I think we're going about this the wrong way.

What's not clear to me is how to generalize this. if any series target can be any arbitrary mixture of function calls and various series (each with possibly different sets of tags, both in terms of the tag names as well as values), then what are the tags of said series? @fkaleo's PR mentions " SetTags should consider as tags only the tag expressions (ie. ;tag=value) that are found after the end of the last function of the target.". Why those particular tags? this feels completely arbitrary. I don't think we can really assume how this should be reconciled ?

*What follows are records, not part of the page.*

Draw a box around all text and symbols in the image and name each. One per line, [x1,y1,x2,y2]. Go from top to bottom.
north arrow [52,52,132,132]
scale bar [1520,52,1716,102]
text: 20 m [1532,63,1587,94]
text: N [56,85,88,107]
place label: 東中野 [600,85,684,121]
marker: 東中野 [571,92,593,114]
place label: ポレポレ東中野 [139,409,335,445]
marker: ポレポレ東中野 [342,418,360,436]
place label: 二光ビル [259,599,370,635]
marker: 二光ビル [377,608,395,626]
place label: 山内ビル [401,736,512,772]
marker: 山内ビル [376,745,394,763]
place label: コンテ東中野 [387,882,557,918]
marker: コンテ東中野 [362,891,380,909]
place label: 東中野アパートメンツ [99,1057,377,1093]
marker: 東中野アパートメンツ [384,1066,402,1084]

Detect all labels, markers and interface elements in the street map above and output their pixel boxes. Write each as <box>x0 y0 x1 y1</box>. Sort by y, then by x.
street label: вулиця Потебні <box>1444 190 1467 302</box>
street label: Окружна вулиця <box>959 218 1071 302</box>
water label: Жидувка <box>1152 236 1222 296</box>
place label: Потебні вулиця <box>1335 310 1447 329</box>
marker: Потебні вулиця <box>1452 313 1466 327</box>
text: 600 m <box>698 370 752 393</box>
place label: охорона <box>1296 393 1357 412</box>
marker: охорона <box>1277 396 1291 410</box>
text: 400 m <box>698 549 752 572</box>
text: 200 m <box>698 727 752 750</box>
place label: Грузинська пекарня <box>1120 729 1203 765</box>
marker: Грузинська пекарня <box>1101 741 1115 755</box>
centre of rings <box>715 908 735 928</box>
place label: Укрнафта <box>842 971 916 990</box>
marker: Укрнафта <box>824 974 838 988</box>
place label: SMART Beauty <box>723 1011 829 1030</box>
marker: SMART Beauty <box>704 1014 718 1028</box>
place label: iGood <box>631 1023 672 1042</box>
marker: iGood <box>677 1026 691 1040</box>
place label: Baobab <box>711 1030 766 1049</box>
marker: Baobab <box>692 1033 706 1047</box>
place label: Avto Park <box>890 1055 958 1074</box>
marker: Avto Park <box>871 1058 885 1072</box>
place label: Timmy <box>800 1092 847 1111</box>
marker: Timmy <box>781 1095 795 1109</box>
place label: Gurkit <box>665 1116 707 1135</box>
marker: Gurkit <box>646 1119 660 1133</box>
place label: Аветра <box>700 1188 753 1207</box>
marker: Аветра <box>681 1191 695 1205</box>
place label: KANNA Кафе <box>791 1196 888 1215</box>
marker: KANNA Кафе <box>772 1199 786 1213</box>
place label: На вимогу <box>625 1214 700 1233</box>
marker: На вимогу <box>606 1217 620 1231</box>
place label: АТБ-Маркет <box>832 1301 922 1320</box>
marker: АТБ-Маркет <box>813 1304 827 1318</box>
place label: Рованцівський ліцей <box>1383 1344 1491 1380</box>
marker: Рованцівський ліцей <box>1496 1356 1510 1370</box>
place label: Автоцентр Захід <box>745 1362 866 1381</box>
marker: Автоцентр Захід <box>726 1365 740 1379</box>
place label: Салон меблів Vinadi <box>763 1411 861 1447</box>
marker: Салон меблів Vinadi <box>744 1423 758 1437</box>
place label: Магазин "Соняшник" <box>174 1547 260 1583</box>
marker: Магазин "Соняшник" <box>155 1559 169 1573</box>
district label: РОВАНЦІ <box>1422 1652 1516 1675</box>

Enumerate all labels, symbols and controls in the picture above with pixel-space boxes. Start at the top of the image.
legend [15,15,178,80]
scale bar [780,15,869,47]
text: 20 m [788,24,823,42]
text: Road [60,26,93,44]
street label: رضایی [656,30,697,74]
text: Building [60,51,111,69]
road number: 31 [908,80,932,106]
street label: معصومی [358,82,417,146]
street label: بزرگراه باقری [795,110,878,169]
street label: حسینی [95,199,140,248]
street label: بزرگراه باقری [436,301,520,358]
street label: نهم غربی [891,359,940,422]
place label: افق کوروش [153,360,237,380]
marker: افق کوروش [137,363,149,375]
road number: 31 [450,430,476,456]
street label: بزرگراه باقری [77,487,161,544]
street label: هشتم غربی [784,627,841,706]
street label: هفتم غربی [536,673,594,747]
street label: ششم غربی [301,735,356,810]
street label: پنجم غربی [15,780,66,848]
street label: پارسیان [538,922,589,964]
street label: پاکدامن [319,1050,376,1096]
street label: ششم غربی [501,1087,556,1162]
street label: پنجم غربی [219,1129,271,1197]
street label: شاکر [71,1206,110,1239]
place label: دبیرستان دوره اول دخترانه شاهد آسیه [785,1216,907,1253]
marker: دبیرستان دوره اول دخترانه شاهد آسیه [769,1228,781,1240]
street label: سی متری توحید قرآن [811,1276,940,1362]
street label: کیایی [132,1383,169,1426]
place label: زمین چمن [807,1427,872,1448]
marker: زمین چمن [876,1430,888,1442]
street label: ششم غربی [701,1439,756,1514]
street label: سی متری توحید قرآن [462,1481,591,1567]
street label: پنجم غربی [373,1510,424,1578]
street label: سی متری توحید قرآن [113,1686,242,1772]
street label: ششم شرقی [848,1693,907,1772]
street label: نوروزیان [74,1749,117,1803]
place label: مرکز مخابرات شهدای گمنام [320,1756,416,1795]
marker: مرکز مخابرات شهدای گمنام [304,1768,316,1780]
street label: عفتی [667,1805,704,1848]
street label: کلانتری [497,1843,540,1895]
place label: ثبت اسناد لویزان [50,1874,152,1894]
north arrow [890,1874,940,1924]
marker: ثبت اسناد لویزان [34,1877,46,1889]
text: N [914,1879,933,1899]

Furthermore, I think we need to be mindful that groupByTag not only needs a proper set of tags, but also a proper name.
I think a "name" like foo(name1;t1=v1,bar(name1;t1=v1, 123)) (which is what serie.Tags["name"] is in one of the tests above) is not useful, at least not if we're going to cleanly reconcile the tags already (see below), then we can do the same for the name.

If by the time groupByTags runs, we then need to do string parsing to figure out what the tags are of the input (and name), that feels wrong. rather, we should probably have each intermediate step somehow set tags and names appropriately, such that groupByTags doesn't have to call SetTags to begin with.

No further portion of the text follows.